L’esche fixée à l’hameçon est habituellement lancée à la
main au milieu de l’amorce, comme un cordeau de fond, après avoir lové à ses
pieds un métrage de fil suffisant. La canne est alors posée sur ses supports,
le moulinet est mis en action pour tendre le fil et déplacer un peu l’olive,
afin de l’éloigner le plus possible de l’esche.
Ceci obtenu, le pêcheur met le cliquet au moulinet, puis se
tient à portée immédiate, prêt à intervenir au moment opportun. Bien que, dans
son lot, le pêcheur-sociétaire puisse user de trois lignes, je n’en conseille
pas l’emploi ; pour la grosse carpe, une seule suffit.
Malgré un amorçage judicieux, j’ai souvent attendu pendant
trois ou quatre heures la touche désirée et, parfois, rien ne s’est produit.
Examinons ce qui se passe habituellement.
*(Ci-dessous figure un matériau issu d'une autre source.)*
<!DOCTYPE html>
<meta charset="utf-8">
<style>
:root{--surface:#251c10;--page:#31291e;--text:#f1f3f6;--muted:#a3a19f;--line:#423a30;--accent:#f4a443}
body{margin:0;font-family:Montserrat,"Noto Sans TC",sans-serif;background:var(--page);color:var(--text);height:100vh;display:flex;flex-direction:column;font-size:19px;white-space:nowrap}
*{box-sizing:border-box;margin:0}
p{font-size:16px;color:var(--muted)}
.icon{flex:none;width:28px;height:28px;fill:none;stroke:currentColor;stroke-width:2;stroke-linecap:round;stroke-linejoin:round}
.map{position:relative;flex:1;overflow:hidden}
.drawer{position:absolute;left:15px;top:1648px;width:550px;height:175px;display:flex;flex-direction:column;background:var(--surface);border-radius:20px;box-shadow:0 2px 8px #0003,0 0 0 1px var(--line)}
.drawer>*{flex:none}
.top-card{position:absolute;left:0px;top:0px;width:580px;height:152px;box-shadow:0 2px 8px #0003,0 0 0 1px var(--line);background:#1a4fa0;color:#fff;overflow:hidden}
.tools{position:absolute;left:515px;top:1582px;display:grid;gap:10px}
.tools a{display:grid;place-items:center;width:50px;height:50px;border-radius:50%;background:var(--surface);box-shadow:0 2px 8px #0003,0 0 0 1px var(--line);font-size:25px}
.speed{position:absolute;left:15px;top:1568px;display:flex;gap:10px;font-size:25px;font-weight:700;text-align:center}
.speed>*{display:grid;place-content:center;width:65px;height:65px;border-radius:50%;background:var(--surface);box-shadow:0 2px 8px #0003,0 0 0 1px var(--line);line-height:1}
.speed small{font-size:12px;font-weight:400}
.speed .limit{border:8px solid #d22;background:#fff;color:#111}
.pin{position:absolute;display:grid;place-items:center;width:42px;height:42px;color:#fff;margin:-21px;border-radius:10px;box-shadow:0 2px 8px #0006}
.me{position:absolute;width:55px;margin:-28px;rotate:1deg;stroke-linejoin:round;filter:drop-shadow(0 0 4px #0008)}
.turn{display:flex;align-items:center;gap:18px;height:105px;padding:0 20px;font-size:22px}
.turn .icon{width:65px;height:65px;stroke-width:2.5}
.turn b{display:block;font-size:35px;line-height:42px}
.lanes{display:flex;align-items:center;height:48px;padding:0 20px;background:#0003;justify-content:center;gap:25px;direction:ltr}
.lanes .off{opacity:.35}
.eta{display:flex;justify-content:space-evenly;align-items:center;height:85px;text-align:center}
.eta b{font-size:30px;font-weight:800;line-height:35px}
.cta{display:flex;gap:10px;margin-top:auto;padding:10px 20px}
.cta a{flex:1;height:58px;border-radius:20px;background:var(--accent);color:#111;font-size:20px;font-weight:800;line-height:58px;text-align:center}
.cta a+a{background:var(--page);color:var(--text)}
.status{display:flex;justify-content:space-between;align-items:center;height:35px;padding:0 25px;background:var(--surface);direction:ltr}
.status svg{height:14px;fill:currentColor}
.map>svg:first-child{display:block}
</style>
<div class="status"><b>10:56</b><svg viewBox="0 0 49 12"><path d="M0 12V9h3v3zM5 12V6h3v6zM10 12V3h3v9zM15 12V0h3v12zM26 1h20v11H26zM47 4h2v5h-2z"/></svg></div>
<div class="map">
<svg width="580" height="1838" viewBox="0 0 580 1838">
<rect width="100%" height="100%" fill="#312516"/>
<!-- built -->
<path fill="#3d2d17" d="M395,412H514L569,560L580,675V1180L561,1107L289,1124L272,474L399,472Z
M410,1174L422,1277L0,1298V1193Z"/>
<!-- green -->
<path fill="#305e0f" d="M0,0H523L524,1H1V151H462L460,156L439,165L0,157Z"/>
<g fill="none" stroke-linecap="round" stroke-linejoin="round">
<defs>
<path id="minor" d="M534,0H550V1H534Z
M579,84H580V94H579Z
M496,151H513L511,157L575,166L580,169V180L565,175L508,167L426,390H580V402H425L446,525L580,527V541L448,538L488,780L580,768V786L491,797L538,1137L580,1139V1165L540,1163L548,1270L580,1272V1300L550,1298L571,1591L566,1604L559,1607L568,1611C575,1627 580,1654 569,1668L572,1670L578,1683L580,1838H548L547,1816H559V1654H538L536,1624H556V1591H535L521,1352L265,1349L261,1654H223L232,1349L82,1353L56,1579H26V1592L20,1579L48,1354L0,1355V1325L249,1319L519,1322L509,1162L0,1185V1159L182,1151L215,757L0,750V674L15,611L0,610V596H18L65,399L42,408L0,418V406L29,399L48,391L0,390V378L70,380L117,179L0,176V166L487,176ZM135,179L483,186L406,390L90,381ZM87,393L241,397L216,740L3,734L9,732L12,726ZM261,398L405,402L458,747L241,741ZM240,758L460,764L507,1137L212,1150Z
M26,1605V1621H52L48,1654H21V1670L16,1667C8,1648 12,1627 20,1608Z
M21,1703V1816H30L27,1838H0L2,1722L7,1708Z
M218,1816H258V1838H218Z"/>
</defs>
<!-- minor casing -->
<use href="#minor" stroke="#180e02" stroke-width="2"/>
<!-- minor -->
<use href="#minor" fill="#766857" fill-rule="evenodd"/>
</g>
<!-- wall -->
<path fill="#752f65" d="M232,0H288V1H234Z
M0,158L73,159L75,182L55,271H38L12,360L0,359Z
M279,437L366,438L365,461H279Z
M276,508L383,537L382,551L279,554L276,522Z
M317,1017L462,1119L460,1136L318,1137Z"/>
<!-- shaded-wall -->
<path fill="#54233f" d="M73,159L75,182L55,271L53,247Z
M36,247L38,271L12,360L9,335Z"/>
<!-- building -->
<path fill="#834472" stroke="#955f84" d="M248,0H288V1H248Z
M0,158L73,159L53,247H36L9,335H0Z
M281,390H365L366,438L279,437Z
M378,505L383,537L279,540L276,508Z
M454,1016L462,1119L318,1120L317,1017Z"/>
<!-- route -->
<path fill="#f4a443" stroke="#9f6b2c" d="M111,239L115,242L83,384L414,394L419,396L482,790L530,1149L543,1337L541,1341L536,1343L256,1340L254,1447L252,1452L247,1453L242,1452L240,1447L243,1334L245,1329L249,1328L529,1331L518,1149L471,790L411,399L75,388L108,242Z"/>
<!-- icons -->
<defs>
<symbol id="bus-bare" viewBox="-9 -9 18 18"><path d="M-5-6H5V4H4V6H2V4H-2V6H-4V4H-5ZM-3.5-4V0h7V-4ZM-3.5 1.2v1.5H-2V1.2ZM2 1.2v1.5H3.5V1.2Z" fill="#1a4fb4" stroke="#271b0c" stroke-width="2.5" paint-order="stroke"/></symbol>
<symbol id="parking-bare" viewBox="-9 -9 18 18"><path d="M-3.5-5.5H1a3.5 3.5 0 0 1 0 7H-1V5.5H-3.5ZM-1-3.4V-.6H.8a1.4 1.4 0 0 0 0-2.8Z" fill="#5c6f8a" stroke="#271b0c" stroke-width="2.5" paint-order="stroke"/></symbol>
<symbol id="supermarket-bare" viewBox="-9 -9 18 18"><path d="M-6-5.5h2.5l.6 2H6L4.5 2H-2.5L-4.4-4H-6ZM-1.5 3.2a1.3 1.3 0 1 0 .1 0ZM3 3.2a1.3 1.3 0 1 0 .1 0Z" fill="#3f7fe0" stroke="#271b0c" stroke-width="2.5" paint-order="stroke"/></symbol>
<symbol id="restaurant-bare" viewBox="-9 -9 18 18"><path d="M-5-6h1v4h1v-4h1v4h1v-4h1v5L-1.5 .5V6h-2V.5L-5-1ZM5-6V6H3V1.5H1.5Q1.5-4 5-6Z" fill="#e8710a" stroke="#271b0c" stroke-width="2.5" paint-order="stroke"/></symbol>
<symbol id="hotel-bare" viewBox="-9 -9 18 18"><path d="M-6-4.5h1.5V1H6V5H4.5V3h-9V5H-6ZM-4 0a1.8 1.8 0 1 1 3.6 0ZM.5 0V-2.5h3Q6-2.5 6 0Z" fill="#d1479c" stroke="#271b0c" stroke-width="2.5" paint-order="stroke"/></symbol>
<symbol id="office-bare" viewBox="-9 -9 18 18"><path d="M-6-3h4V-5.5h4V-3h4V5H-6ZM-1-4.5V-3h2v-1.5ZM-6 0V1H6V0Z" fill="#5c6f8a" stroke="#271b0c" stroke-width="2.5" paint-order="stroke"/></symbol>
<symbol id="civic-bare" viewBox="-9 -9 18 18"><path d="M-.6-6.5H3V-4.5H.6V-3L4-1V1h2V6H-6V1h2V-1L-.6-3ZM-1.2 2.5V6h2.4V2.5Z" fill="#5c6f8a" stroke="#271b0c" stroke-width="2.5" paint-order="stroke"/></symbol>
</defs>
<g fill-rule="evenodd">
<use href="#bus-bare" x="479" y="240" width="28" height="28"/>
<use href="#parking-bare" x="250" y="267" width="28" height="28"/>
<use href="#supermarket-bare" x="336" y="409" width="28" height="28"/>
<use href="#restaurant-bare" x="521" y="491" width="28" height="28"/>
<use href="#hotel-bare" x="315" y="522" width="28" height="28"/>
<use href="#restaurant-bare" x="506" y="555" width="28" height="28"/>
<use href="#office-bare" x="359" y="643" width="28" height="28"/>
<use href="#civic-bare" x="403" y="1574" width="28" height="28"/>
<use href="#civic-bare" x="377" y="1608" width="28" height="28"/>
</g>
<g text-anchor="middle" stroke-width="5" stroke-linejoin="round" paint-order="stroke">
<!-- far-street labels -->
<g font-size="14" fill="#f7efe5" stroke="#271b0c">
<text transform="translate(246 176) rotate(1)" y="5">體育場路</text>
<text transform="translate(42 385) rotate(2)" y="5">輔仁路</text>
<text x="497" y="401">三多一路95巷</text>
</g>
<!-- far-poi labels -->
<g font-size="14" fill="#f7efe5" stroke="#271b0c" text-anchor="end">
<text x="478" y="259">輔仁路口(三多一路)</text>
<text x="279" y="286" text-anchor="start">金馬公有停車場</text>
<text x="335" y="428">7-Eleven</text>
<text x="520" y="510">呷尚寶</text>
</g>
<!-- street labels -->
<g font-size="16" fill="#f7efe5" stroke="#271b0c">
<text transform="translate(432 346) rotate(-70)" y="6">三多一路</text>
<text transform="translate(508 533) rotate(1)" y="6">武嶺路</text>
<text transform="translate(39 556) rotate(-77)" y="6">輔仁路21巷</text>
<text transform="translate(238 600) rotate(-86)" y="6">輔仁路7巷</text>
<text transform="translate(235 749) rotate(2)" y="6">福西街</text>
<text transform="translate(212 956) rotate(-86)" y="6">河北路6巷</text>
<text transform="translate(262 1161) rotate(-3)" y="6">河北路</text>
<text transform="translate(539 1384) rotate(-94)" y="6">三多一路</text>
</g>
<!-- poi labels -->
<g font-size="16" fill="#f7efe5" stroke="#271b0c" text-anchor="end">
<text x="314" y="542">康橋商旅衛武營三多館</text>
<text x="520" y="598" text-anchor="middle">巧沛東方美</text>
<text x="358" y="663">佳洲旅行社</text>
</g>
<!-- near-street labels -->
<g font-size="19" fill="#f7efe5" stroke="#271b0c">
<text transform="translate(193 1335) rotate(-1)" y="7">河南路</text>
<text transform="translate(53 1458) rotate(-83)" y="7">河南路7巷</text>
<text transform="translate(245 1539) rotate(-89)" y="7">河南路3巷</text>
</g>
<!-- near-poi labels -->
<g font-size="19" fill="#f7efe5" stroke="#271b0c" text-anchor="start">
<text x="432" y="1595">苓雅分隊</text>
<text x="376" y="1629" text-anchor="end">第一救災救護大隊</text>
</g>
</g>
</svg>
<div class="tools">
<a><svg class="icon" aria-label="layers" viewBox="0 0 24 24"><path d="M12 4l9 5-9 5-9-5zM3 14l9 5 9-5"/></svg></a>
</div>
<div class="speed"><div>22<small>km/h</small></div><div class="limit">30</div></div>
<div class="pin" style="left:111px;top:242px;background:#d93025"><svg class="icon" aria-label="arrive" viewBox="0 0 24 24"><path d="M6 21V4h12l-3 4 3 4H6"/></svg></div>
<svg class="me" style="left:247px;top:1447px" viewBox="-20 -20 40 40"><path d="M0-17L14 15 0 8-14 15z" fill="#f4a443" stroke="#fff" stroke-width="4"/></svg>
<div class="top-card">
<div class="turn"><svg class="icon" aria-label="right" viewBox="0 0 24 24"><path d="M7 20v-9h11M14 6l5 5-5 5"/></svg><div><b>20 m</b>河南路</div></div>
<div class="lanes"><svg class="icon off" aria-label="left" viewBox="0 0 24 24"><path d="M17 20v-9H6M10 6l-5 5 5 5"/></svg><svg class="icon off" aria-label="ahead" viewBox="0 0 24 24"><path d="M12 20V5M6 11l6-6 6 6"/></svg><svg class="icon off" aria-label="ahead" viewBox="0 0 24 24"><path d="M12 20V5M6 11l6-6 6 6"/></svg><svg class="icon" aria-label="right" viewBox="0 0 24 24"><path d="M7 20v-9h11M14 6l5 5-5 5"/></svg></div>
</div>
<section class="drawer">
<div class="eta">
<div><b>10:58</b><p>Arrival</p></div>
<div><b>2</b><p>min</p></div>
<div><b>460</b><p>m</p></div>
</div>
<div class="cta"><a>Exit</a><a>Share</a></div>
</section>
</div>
La grosse carpe vient presque toujours isolément à l’amorce
et sa présence en chasse le fretin. Méfiante, peureuse, tatillonne, elle tourne
longtemps autour de l’hameçon esche, proie désirable, le frôle de ses
barbillons, y goûte en le déplaçant légèrement, le reprend et le relâche à
plusieurs reprises, mais seulement du bout des lèvres. Enfin, rassurée par son
immobilité, elle se décide à l’engamer et part d’abord assez lentement pendant
quelques mètres, puis, tout à coup, comme si le diable l’emportait, elle fuit à
une allure de flèche qui rappelle étrangement le « rush » du
saumon ; ce dernier fait peut même, parfois, se produire d’emblée sans
aucun avertissement préalable. Laissons-la donc filer à 10, 15 mètres ou
plus sans nous y opposer en rien, car ce serait folie de le faire.
Toutefois, n’hésitons pas à brusquer les choses si sa fuite
la rapproche par trop d’obstacles dangereux et retenons-la alors nettement.
Dès le premier départ, le pêcheur a relevé sa canne à la
verticale et, quand il s’aperçoit d’un ralentissement dans la fuite du poisson,
il arrête du doigt le déroulement du fil. Ce geste suffit parfois seul à
provoquer le ferrage, mais il est plus sûr de donner aussi un léger coup de
poignet qui accrochera la carpe par une lèvre aussi résistante que du cuir.
Inutile de décrire ici la lutte en détail. Il suffit de ne
jamais se laisser « prendre en bout », de savoir profiter de
l’élasticité et du ressort du scion, de régler le déroulement et l’enroulement
alternatifs du fil pour fatiguer la prise et annihiler peu à peu son potentiel
d’énergie.
Tout cela demande de la patience, du sang-froid, du doigté
et, il faut bien le dire, une certaine dose d’habileté, apanage des vieux
pêcheurs.
Mais aussi quelle satisfaction quand, après quinze, vingt
minutes et plus parfois de bataille ininterrompue, vous arrivez à rapprocher du
bord l’antagoniste vaincue, à l’épuiser ou la gaffer et à la jeter pantelante
sur la berge.
Je ne puis m’empêcher de comparer cet instant à celui où
j’arrête net à 40 mètres un beau lièvre passant par le travers et vois mon
bon gros chien me le rapporter. Et encore ne saurais-je dire celui qui est pour
moi le plus émotionnant ; tous nos confrères qui, en même temps que
pêcheurs, sont aussi chasseurs sauront me comprendre.
R. PORTIER.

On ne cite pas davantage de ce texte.